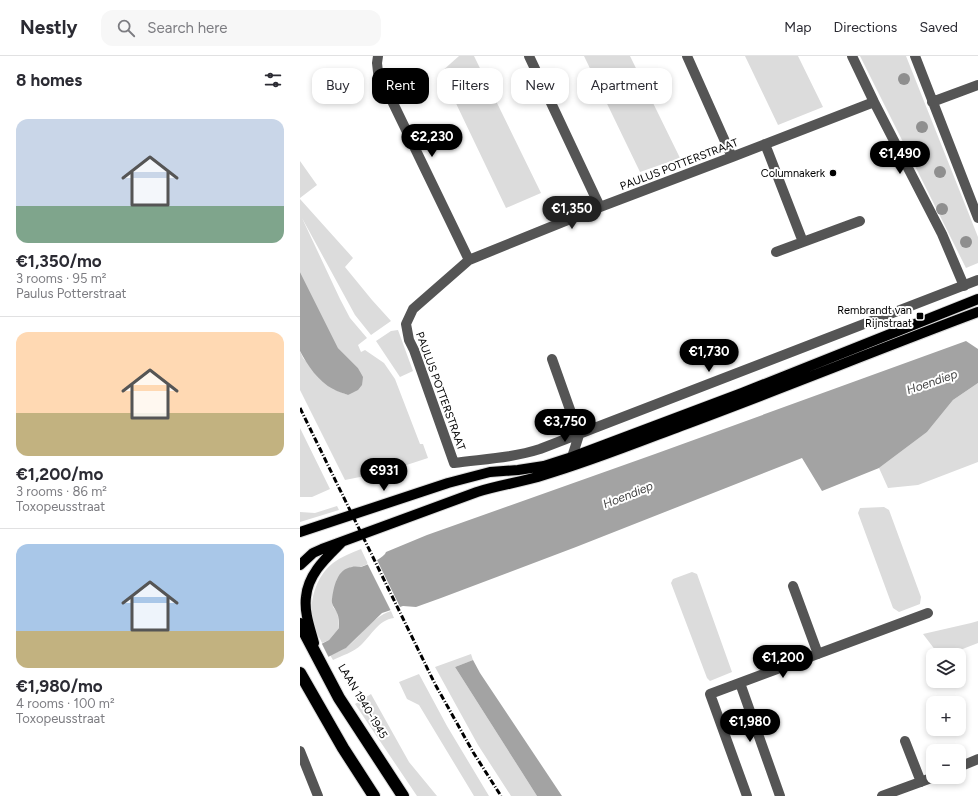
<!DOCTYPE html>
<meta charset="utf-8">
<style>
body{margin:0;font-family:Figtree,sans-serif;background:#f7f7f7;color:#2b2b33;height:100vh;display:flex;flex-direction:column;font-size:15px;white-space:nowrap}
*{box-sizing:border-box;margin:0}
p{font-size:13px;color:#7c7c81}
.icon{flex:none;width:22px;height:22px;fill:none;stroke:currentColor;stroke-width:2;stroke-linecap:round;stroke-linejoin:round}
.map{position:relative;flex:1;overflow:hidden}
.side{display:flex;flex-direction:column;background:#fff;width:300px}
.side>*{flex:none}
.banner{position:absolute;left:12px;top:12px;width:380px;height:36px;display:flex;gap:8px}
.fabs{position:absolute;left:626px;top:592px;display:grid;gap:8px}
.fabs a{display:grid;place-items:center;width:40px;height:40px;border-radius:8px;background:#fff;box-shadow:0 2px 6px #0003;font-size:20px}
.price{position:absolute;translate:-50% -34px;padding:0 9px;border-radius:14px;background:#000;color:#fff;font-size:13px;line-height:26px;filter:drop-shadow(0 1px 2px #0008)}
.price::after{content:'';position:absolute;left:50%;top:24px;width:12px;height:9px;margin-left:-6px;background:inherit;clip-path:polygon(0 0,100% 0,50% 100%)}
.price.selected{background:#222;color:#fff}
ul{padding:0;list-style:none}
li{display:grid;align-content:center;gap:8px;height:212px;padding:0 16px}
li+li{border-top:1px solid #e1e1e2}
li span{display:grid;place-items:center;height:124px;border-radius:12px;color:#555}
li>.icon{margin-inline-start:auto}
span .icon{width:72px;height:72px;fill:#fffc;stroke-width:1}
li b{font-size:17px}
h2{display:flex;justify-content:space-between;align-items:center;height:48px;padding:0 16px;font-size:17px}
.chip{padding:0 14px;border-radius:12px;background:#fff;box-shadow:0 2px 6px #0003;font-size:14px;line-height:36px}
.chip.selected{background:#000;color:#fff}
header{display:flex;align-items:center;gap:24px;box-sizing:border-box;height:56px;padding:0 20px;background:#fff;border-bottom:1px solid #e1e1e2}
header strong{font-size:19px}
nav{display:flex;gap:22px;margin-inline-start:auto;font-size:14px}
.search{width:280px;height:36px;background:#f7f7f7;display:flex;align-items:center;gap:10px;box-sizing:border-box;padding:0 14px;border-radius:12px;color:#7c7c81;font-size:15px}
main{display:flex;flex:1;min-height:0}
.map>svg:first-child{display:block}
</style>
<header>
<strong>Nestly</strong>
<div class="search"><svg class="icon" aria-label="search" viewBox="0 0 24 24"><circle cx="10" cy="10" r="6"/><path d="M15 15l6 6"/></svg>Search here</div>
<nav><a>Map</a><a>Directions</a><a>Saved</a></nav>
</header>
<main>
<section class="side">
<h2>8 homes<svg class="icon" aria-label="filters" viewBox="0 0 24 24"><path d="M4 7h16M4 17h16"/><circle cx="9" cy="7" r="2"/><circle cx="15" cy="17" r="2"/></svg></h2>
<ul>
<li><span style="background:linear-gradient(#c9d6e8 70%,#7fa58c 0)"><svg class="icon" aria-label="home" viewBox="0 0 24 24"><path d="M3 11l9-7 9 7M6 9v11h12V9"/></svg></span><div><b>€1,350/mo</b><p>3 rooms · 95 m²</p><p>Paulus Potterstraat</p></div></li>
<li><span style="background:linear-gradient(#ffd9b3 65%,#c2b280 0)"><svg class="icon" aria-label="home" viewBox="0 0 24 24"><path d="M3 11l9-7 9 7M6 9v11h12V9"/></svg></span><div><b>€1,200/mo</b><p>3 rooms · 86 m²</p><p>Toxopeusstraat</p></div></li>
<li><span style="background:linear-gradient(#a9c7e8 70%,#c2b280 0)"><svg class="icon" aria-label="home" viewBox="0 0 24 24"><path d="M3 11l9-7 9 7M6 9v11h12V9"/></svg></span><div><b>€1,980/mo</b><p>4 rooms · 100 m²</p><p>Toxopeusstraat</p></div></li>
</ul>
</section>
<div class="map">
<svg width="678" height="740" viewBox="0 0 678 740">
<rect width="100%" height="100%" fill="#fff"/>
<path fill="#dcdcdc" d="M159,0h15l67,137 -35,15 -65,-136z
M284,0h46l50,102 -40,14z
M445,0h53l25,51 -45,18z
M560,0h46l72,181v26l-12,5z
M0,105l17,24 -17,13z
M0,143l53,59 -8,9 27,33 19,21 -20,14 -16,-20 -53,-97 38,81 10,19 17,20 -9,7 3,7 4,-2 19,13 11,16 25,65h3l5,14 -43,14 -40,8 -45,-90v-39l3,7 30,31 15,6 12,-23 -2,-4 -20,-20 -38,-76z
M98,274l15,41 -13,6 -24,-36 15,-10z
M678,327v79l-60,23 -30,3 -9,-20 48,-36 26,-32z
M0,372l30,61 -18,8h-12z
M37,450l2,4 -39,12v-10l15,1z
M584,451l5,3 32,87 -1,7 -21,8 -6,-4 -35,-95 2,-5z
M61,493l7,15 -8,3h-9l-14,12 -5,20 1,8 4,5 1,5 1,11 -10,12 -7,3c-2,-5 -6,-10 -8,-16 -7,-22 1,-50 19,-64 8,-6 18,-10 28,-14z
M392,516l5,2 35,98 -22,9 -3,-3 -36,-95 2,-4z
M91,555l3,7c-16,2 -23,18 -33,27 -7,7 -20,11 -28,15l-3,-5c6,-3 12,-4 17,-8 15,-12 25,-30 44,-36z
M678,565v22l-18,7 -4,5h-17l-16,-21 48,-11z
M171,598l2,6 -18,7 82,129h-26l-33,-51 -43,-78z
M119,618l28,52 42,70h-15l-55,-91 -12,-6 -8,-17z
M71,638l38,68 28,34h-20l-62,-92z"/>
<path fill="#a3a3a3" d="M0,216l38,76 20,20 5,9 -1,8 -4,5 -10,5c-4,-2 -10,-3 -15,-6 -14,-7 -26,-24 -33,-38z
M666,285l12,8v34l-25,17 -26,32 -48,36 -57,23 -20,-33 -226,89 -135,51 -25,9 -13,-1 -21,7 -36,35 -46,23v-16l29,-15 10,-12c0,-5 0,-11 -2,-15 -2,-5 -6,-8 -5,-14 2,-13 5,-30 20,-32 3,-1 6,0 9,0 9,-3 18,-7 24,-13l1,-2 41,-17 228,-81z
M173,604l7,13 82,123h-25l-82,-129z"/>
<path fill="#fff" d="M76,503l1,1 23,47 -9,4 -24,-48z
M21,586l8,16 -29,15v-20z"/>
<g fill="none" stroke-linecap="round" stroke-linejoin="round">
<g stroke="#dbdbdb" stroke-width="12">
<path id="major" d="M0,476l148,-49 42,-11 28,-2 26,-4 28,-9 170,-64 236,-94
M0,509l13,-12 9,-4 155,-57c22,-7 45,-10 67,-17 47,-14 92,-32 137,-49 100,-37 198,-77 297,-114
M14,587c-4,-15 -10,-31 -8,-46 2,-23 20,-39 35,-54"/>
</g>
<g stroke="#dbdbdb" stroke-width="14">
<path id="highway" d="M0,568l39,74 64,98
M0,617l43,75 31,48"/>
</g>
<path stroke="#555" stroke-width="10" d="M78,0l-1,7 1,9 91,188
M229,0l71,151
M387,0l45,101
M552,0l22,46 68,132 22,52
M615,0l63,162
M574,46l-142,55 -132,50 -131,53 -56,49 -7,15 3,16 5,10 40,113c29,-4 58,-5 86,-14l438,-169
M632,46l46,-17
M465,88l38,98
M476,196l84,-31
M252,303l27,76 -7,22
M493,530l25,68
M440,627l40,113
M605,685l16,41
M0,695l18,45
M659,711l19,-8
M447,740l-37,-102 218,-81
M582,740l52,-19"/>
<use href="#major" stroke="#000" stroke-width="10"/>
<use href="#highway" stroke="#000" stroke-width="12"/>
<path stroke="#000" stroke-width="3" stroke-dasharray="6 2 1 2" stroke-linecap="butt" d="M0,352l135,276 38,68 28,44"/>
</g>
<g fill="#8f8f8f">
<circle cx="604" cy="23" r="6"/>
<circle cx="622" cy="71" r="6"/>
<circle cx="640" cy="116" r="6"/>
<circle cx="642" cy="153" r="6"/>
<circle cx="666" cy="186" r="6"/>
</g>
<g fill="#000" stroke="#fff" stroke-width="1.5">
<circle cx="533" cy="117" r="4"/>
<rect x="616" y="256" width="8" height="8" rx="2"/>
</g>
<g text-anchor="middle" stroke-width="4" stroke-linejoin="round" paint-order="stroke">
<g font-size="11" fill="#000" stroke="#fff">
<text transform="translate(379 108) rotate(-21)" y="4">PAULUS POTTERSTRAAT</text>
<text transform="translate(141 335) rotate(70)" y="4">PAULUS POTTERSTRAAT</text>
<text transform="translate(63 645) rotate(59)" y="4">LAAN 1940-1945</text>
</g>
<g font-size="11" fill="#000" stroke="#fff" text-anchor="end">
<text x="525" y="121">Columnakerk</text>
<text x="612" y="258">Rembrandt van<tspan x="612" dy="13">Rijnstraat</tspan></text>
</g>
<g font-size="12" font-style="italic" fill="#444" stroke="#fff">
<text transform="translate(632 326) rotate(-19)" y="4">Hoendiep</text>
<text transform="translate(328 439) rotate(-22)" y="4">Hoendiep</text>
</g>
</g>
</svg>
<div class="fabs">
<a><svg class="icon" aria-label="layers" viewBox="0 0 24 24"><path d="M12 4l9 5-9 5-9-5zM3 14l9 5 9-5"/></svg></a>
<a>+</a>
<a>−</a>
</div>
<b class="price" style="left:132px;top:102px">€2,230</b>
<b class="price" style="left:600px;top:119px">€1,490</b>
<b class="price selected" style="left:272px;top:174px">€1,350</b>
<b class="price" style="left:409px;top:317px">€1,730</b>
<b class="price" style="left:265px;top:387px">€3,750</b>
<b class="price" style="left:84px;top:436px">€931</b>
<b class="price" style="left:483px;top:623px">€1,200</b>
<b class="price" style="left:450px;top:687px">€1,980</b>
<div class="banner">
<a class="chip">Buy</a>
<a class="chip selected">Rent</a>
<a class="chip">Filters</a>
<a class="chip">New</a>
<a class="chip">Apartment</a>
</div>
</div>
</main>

*****

◆ **DESCRIPTION OF THE TASK**:
Read the listing. Copy each line that has the word "none" in it.

◆ **EXERCISE OUTPUT**:
.icon{flex:none;width:22px;height:22px;fill:none;stroke:currentColor;stroke-width:2;stroke-linecap:round;stroke-linejoin:round}
.side>*{flex:none}
ul{padding:0;list-style:none}
<g fill="none" stroke-linecap="round" stroke-linejoin="round">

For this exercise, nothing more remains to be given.